◆ To do
Across the whole listing, copy out every line that includes the string "shadow".

◆ Provided information

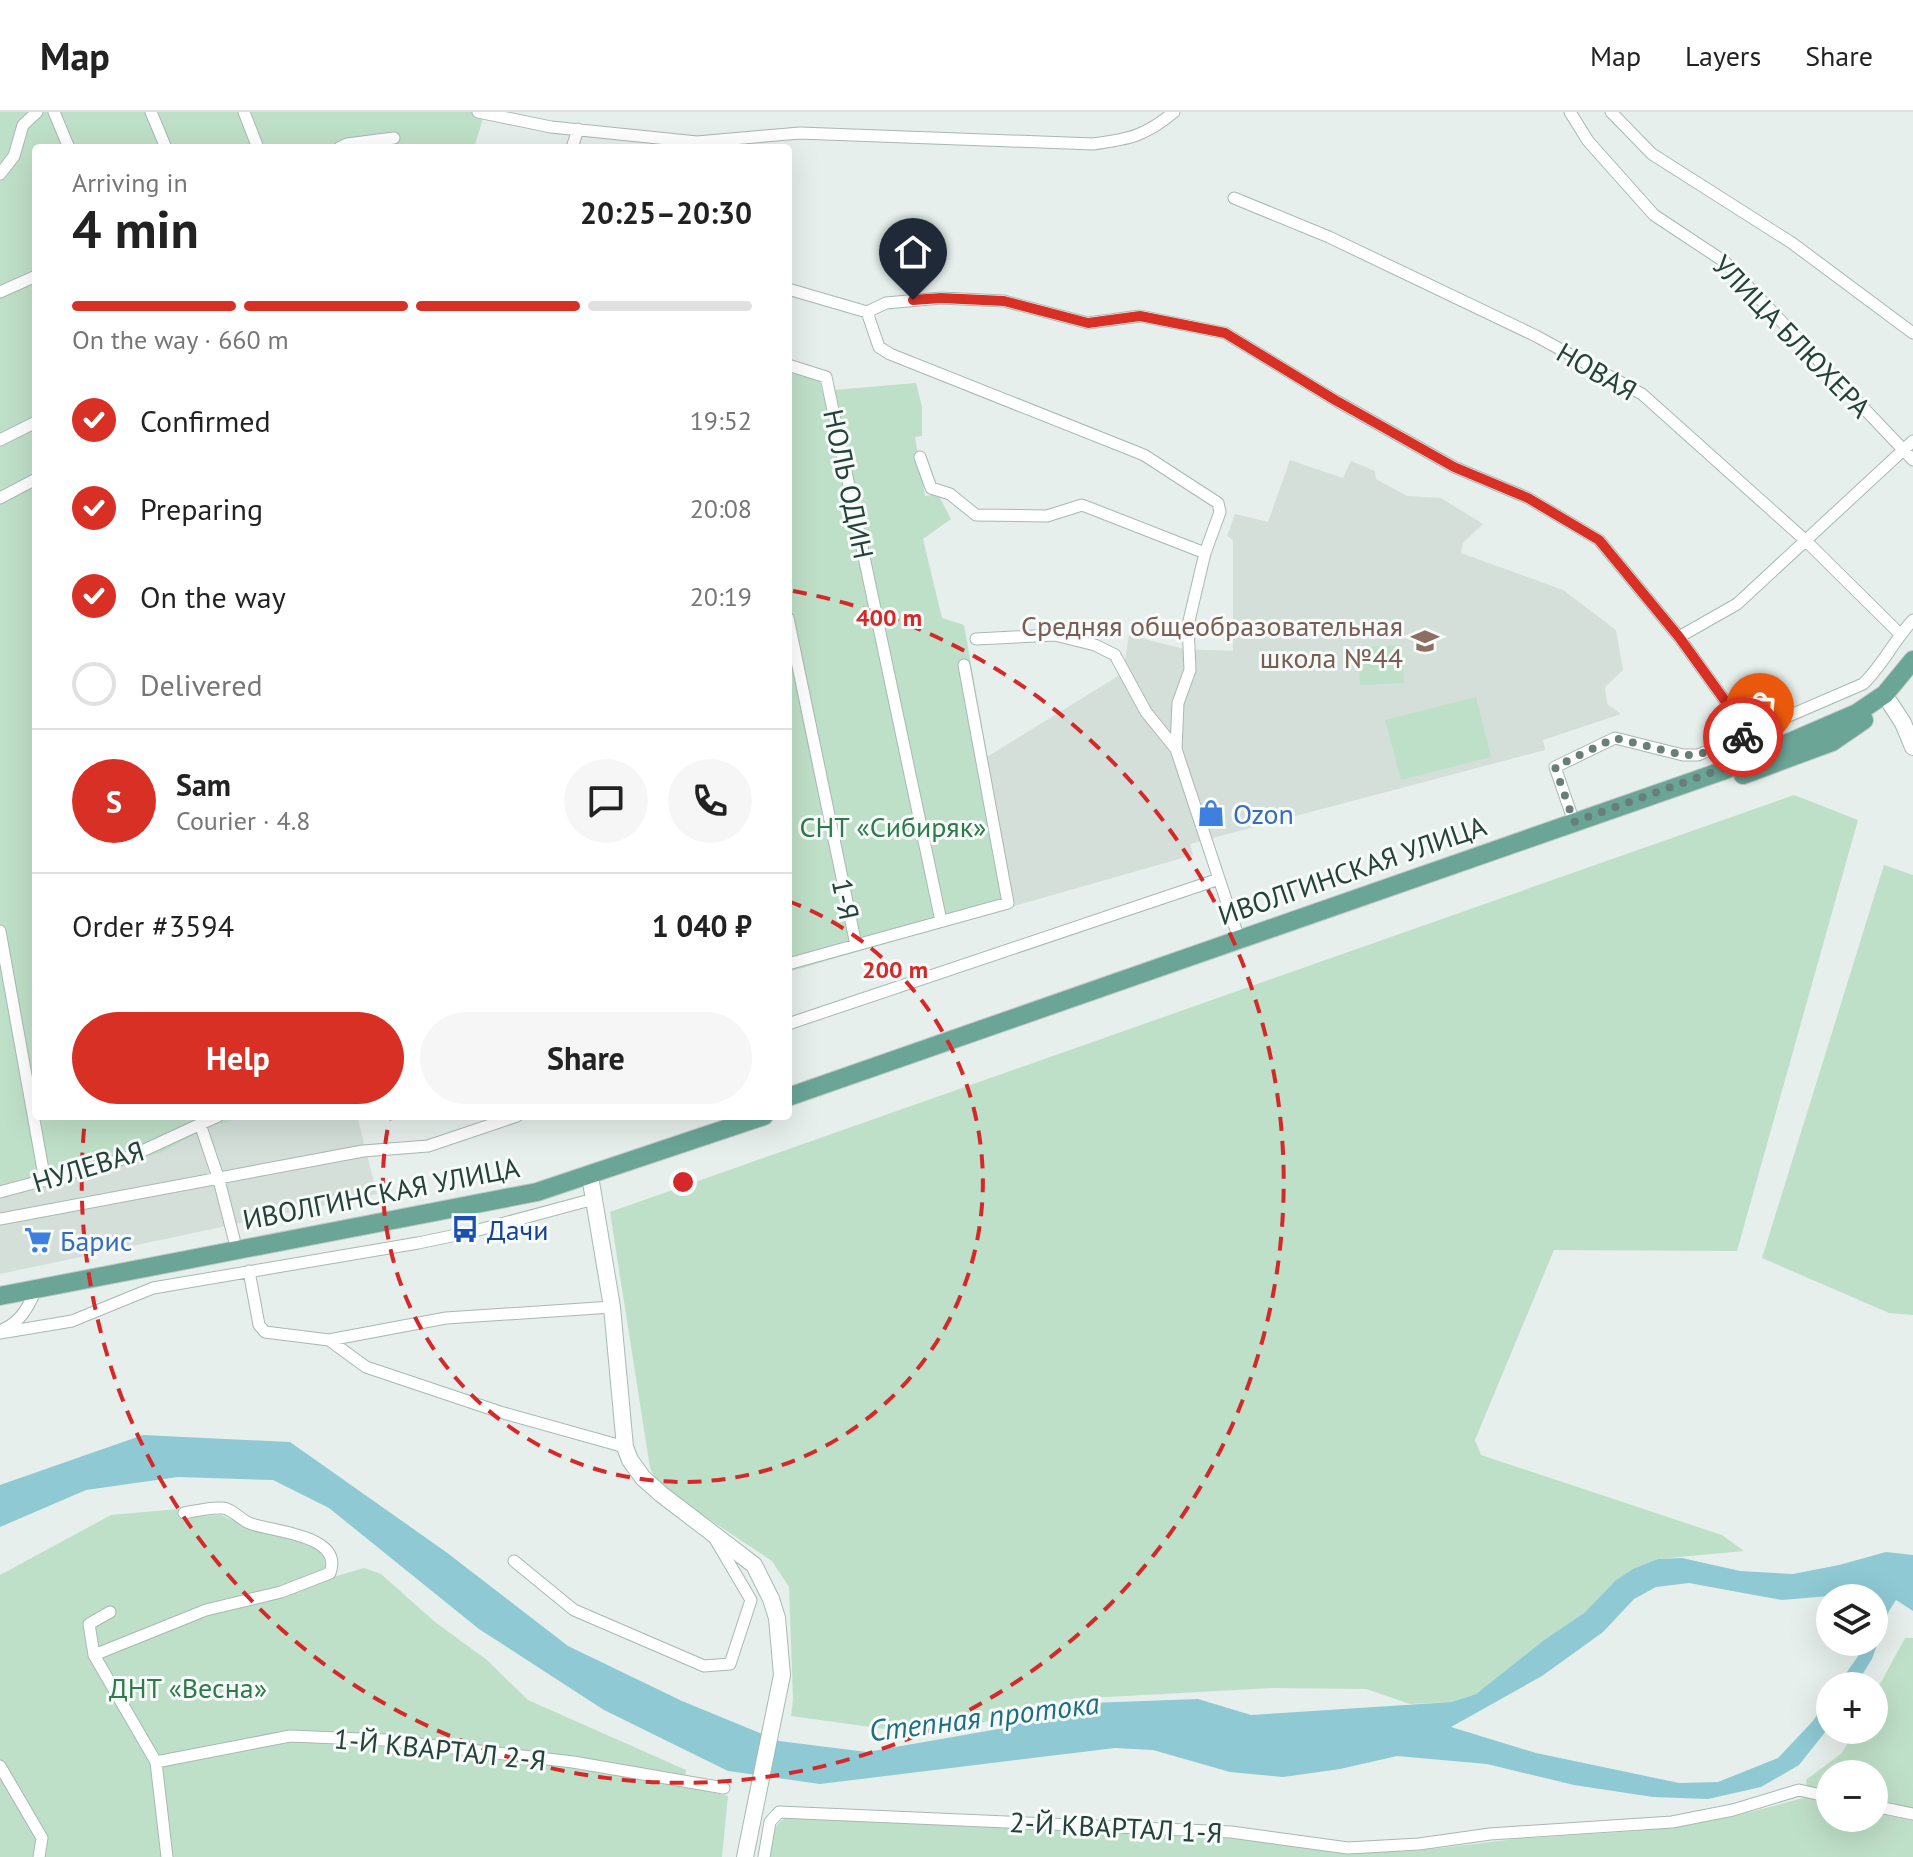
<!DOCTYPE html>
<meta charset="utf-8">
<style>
body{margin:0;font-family:"PT Sans",sans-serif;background:#f6f6f6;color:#222;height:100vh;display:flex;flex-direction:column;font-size:30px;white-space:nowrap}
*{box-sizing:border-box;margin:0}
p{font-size:26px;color:#767676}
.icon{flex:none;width:44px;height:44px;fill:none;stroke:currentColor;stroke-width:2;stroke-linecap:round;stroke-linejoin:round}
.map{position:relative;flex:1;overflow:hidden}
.drawer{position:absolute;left:32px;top:32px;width:760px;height:976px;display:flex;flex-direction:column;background:#fff;border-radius:8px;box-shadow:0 8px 32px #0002}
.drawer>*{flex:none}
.tools{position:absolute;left:1816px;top:1472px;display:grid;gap:16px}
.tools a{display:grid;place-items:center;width:72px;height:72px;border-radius:50%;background:#fff;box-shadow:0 8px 32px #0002;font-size:40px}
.pin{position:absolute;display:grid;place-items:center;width:68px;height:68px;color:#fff;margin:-82px -34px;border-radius:50% 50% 50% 0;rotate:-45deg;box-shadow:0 0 8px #0007}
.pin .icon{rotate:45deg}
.courier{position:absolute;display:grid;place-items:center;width:80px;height:80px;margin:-40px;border:6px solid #d93025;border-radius:50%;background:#fff;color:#222;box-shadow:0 2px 10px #0007}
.overview em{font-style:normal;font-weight:600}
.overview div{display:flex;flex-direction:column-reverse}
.overview{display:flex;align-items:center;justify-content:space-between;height:136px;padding:0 40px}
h1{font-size:52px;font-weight:600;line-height:60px}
.bar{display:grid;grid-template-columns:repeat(4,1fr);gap:12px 8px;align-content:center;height:96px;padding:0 40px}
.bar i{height:10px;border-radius:6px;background:#e0e0e0}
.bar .active{background:#d93025}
.bar p{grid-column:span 4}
.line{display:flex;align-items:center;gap:20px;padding:0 40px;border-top:2px solid #e0e0e0}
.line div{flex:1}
.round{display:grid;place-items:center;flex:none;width:84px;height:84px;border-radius:42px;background:#f6f6f6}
ol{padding:0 40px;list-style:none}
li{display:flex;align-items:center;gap:24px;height:88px}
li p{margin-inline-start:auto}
li .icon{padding:8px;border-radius:50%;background:#d93025;color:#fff;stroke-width:4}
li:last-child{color:#767676}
li i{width:44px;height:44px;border:4px solid #e0e0e0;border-radius:50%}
.action{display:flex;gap:16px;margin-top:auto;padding:16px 40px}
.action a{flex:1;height:92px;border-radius:48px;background:#d93025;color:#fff;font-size:32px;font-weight:600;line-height:92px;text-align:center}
.action a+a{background:#f6f6f6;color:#222}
header{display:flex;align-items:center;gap:48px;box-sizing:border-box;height:112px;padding:0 40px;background:#fff;border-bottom:2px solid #e0e0e0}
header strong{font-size:38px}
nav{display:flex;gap:44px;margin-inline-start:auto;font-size:28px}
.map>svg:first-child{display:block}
.built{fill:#d4dfda}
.green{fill:#bfe0c8;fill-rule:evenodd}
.water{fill:#8ec9d4}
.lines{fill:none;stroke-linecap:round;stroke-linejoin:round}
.street-casing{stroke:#a8b8b2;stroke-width:13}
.secondary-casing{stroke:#a4bbb3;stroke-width:18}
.primary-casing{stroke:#c2cac8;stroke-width:20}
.street{stroke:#fff;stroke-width:11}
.secondary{stroke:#fff;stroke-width:16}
.primary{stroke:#6aa596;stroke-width:18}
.done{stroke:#687f78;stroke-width:8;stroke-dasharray:0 14.4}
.route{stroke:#d93025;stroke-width:10}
.ring{fill:none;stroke:#d62828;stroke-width:4;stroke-dasharray:14 10}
.labels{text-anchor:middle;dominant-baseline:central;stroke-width:6;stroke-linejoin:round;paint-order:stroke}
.street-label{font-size:28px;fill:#24423a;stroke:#f7fbf9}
.education-label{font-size:28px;fill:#785e54;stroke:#f7fbf9;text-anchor:end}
.shop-label{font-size:28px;fill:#366cbe;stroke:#f7fbf9;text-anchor:start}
.park-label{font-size:28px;fill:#2d7a4b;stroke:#f7fbf9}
.transit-label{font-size:28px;fill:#164399;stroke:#f7fbf9;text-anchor:start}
.water-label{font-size:30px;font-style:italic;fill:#1c6f80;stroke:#f7fbf9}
.centre{fill:#d62828;stroke:#f7fbf9;stroke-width:4}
.ring-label{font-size:24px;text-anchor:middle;font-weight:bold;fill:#d62828;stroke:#f7fbf9;stroke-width:6;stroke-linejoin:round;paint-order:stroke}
</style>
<header>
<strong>Map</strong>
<nav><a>Map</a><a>Layers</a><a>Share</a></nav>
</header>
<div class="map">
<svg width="1913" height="1745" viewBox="0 0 1913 1745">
<rect width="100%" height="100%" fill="#e6efeb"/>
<path class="built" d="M1290 348 1343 366 1351 349 1375 359 1376 367 1407 384 1441 386 1483 412 1463 431 1461 441 1563 478 1616 518 1623 558 1605 575 1607 592 1621 602 1543 628 1545 638 1190 732 1193 743 1014 794 987 645 1123 561 1129 523 1184 537 1233 539V428L1227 424 1235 402 1268 410Z
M251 1004H357L377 1082 0 1162V1085L161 1041 209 1015Z"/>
<path class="green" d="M0 0H476L484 3 474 36H36V1004H251L209 1015 161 1041 0 1085Z
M788 260 820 269 822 279 916 271 922 295V324L915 325 925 384 938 382 951 407 923 427 942 506 964 513 1014 794 788 860Z
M1402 533 1404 571 1360 573 1358 535Z
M1476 585 1491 645 1401 668 1385 608Z
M1794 683 1858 708 1737 1139 1554 1138 1475 1328 1481 1343 1722 1423 1744 1439 1658 1447 1615 1469 1584 1501 1544 1528 1476 1582 1452 1590 1410 1592 1366 1577 1273 1576 1071 1587 981 1611 907 1620 791 1604 793 1587 789 1475 772 1449 659 1374 650 1356 610 1100Z
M1884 753 1913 763V1203L1889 1201 1762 1146Z
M178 1397 180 1405 221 1403 249 1416 308 1430 324 1442 326 1467 364 1456 381 1462 435 1510 487 1548 528 1588 686 1658 684 1674 728 1684 722 1745H0V1463L111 1403Z
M1905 1526H1913V1745H769C771 1730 771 1713 786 1706L1232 1725 1338 1741 1415 1739 1515 1727 1650 1718 1732 1705 1807 1685 1806 1668 1842 1641 1855 1618H1874V1583ZM1830 1662H1874V1706H1830Z"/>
<path class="water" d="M143 1323 290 1330 446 1440 568 1534 682 1589 779 1629 867 1640 1004 1616 1090 1591 1198 1587 1251 1603 1452 1590 1476 1582 1544 1528 1584 1501 1615 1469 1633 1457 1658 1447 1682 1446 1740 1459 1793 1462 1839 1453 1886 1440 1913 1443V1499L1896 1488 1889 1499 1872 1547 1855 1574H1837L1861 1540 1864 1530H1874V1486L1863 1481 1782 1488 1689 1471 1656 1475 1634 1487 1603 1520 1542 1564 1451 1615 1536 1641 1679 1671 1718 1670 1778 1646 1812 1610 1830 1585V1614L1799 1653 1761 1675 1708 1687 1653 1685 1574 1673 1487 1652 1397 1644 1340 1657 1283 1665 1230 1660 1153 1638 1115 1636 820 1672 728 1659 604 1598 479 1517 329 1396 273 1368 178 1365 86 1378 0 1415V1373Z"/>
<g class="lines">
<g class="street-casing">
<path id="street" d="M54 0 69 36
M151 0 166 36
M244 0 258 36
M478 0 551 15 697 30 800 21 1093 32C1130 27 1145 24 1174 0
M1570 0 1588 29 1654 103 1725 150 1913 348
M1611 0 1652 42 1792 131 1913 221
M339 36 347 32 394 26
M572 36 578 17
M0 62 14 44 23 13 37 0
M1234 86 1329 125 1536 224 1642 282 1805 428 1900 522
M788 177 867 200 886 191 941 186 1004 189 1088 211 1140 204 1225 221 1335 288 1454 355 1528 386 1599 428 1679 525 1749 622
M0 180 36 164
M867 200 879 235 890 242 1144 343 1218 391 1220 400 1205 441 1188 513 1190 558 1178 591 1176 637 1239 827
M788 253 826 265 941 809
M0 328 36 310
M920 345 931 376 950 382 976 403 1047 404 1082 393 1205 441
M0 386 36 367
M788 506 856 833
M1679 525 1737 492 1913 329
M976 527 1055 523 1095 533 1115 543 1146 600 1176 637
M1574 710 1555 655 1615 626 1683 643H1698L1863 572C1883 553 1894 528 1913 508
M0 819 45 1069
M788 852 1008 791 964 553
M788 912 1219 767
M200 1012 219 1068 234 1127
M0 1080 127 1046 218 1004
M0 1107 363 1039 428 1034 517 1004
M249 1159 259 1213 265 1220 329 1228 366 1255 500 1300 625 1335
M4 1217C22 1209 29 1193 37 1176
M0 1221 72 1209 153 1176 418 1131 471 1120 594 1087
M329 1228 446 1206 612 1195
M514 1449 574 1498 704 1554 730 1552 751 1488 715 1427
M110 1500 89 1512 94 1543 156 1650 167 1745
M94 1543 206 1498 281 1480 330 1461C344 1422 271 1420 249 1411 240 1407 231 1396 222 1396 210 1395 196 1399 184 1401
M156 1650 290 1624 385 1628 573 1650 724 1676
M0 1654 42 1726 39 1745
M1874 1694 1913 1702
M764 1745 770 1710 779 1700 1231 1720 1348 1736 1419 1732 1490 1722 1672 1710 1733 1698 1799 1678 1830 1685"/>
</g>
<g class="secondary-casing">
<path id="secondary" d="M1890 591 1903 611 1913 635
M590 1064 612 1195 625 1335 630 1348 643 1366 661 1382 754 1453 771 1487 777 1506 782 1563 745 1745"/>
</g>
<g class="primary-casing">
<path id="primary" d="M1743 663 1832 630 1864 608
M788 985 1725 658 1857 601 1885 582 1913 548
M0 1184 537 1080 764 1004"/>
</g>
<use href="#street" class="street"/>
<use href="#secondary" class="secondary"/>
<use href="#primary" class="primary"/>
</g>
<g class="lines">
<path class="done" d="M1743 625 1698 643H1683L1615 626 1555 655 1574 710 1760 643"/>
<path class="route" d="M913 188 941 186 1004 189 1088 211 1140 204 1225 221 1335 288 1454 355 1528 386 1599 428 1679 525 1749 622 1743 625"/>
</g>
<g class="ring">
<path d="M788 789A300 300 0 1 1 390 1005"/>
<path d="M793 479A601 601 0 1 1 85 1007"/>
</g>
<defs>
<g id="school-bare" transform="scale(2.16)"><path d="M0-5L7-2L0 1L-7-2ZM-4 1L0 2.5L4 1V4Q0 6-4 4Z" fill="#8d6e63" stroke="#f7fbf9" stroke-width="2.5" paint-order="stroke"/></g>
<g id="shop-bare" transform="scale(2.16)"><path d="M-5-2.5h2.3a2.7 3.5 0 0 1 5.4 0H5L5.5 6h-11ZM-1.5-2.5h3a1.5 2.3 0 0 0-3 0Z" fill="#3f7fe0" stroke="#f7fbf9" stroke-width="2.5" paint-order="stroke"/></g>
<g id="bus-bare" transform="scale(2.16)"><path d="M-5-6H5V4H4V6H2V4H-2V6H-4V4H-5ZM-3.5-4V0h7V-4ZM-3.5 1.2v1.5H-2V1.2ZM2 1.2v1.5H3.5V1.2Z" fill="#1a4fb4" stroke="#f7fbf9" stroke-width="2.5" paint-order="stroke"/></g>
<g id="supermarket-bare" transform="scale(2.16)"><path d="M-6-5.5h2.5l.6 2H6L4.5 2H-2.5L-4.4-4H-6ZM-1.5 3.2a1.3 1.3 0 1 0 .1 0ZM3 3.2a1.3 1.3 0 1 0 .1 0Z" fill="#3f7fe0" stroke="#f7fbf9" stroke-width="2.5" paint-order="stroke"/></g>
</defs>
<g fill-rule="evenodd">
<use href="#school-bare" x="1425" y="529"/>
<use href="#shop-bare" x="1211" y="701"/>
<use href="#bus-bare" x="465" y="1117"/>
<use href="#supermarket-bare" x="38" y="1128"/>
</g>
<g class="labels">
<g class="street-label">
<text transform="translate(1792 224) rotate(46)">УЛИЦА БЛЮХЕРА</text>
<text transform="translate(1597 259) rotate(30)">НОВАЯ</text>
<text transform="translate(849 372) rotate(78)">НОЛЬ ОДИН</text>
<text transform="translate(1352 758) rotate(-19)">ИВОЛГИНСКАЯ УЛИЦА</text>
<text transform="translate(846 787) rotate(78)">1-Я</text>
<text transform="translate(88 1054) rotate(-17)">НУЛЕВАЯ</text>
<text transform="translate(381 1081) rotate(-11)">ИВОЛГИНСКАЯ УЛИЦА</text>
<text transform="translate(440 1637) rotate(6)">1-Й КВАРТАЛ 2-Я</text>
<text transform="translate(1116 1715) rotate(3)">2-Й КВАРТАЛ 1-Я</text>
</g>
<g class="education-label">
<text x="1403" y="513">Средняя общеобразовательная<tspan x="1403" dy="32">школа №44</tspan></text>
</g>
<g class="shop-label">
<text x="1233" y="701">Ozon</text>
<text x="60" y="1128">Барис</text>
</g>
<g class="park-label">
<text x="893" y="714">СНТ «Сибиряк»</text>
<text x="188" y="1575">ДНТ «Весна»</text>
</g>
<g class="transit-label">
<text x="487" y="1117">Дачи</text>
</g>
<g class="water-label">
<text transform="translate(984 1604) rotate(-7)">Степная протока</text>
</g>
</g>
<circle cx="683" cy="1070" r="12" class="centre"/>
<g class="ring-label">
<text x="889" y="514">400 m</text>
<text x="895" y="866">200 m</text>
</g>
</svg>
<div class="tools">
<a><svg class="icon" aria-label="layers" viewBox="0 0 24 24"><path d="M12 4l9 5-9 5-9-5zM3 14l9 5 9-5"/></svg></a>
<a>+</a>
<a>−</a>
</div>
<div class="pin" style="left:1760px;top:643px;background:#ea580c"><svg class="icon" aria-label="bag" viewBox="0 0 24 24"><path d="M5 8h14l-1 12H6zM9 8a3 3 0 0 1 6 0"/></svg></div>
<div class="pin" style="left:913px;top:188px;background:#1f2937"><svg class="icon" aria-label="home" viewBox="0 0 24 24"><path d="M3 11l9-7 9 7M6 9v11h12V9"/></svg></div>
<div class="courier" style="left:1743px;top:625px"><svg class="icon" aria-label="bike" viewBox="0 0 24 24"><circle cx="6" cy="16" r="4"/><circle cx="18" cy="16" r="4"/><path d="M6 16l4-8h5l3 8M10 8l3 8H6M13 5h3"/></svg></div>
<section class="drawer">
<div class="overview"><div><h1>4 min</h1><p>Arriving in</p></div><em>20:25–20:30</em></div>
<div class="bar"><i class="active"></i><i class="active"></i><i class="active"></i><i></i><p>On the way · 660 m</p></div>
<ol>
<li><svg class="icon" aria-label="check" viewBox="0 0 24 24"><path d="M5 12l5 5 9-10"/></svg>Confirmed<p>19:52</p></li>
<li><svg class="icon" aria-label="check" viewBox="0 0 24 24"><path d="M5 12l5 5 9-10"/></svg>Preparing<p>20:08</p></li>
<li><svg class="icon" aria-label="check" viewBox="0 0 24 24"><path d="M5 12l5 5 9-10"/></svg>On the way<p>20:19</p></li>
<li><i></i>Delivered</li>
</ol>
<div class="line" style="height:144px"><b class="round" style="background:#d93025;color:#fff">S</b><div><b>Sam</b><p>Courier · 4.8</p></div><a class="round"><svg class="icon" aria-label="chat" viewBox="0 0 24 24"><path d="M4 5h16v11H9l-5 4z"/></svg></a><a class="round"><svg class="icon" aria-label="phone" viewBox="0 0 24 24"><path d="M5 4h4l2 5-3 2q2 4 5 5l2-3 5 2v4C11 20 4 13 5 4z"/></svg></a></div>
<div class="line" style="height:104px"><div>Order #3594</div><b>1 040 ₽</b></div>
<div class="action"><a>Help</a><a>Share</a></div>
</section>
</div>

◆ Problem solution
.drawer{position:absolute;left:32px;top:32px;width:760px;height:976px;display:flex;flex-direction:column;background:#fff;border-radius:8px;box-shadow:0 8px 32px #0002}
.tools a{display:grid;place-items:center;width:72px;height:72px;border-radius:50%;background:#fff;box-shadow:0 8px 32px #0002;font-size:40px}
.pin{position:absolute;display:grid;place-items:center;width:68px;height:68px;color:#fff;margin:-82px -34px;border-radius:50% 50% 50% 0;rotate:-45deg;box-shadow:0 0 8px #0007}
.courier{position:absolute;display:grid;place-items:center;width:80px;height:80px;margin:-40px;border:6px solid #d93025;border-radius:50%;background:#fff;color:#222;box-shadow:0 2px 10px #0007}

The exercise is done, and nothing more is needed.